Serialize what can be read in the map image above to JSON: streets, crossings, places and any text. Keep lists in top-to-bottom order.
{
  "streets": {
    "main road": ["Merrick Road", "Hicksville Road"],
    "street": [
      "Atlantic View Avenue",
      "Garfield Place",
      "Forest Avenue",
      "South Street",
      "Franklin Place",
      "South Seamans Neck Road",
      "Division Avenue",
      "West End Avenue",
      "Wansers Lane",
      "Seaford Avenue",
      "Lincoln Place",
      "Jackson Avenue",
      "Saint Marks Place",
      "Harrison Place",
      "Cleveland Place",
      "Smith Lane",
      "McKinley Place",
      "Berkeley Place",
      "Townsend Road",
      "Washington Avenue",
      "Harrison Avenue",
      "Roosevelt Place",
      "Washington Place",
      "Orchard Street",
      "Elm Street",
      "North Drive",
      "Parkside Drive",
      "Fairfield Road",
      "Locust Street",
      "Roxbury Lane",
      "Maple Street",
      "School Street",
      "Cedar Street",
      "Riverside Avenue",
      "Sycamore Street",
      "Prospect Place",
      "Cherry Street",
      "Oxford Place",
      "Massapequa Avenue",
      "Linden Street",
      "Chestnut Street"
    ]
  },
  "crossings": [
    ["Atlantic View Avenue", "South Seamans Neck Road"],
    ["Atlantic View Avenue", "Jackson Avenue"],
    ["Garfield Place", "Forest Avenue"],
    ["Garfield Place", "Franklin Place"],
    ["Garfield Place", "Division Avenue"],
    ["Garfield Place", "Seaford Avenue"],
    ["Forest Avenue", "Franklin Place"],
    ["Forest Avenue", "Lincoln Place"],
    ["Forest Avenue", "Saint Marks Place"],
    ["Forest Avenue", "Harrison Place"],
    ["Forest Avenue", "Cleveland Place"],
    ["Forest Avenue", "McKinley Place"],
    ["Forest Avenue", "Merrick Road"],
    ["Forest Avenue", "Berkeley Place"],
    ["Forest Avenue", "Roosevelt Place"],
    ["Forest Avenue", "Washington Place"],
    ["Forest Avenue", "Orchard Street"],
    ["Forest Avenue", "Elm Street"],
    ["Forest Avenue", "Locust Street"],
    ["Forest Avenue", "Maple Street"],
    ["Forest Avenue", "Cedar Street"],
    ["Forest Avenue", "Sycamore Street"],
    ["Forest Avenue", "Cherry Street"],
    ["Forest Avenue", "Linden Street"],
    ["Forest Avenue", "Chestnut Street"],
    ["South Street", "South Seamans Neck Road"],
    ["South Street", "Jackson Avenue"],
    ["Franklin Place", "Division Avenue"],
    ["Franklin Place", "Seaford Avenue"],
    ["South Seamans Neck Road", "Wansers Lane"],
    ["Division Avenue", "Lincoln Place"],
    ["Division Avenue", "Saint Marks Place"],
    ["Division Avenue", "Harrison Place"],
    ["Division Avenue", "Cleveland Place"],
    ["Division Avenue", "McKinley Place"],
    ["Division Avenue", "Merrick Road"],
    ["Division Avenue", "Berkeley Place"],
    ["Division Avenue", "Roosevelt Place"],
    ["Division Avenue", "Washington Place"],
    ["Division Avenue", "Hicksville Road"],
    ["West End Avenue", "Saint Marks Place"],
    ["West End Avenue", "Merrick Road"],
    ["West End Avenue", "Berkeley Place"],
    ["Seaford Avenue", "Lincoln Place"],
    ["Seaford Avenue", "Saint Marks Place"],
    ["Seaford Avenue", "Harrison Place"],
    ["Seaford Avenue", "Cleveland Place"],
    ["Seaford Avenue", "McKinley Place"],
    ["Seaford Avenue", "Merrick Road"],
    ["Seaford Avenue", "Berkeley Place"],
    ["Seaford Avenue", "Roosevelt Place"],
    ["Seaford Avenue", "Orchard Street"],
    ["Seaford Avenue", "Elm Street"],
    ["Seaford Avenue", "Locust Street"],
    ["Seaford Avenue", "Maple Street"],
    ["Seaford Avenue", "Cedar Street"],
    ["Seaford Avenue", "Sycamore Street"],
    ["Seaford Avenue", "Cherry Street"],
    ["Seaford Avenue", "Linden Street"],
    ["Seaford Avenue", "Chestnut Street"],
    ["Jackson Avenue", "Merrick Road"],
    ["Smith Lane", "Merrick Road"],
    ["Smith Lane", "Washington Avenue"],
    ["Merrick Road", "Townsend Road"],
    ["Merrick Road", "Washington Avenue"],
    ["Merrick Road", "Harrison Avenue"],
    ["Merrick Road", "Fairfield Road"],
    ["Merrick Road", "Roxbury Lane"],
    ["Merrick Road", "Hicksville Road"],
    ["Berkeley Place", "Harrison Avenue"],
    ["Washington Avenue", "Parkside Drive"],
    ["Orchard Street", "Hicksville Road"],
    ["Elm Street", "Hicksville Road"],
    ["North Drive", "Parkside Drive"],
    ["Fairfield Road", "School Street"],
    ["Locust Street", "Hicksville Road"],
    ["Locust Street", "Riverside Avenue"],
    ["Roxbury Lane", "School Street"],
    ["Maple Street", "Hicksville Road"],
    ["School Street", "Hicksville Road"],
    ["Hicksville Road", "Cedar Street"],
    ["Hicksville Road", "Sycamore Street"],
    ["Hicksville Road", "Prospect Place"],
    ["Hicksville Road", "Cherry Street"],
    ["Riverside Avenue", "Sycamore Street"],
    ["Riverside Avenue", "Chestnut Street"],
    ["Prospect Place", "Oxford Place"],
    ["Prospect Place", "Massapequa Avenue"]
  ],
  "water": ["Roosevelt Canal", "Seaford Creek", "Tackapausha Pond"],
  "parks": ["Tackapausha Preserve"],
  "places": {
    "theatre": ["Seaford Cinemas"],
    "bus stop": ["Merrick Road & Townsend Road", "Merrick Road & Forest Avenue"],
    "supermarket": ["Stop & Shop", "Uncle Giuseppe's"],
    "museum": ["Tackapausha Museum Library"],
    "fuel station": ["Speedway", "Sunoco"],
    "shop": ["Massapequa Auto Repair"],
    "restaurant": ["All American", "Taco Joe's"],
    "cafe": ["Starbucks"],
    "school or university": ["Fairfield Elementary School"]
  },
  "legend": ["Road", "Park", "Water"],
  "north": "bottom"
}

-----

All lines with the word "Marks" are needed; pull them from the entries and copy each.

SOLUTION FOR THIS TASK.
      "Saint Marks Place",
    ["Forest Avenue", "Saint Marks Place"],
    ["Division Avenue", "Saint Marks Place"],
    ["West End Avenue", "Saint Marks Place"],
    ["Seaford Avenue", "Saint Marks Place"],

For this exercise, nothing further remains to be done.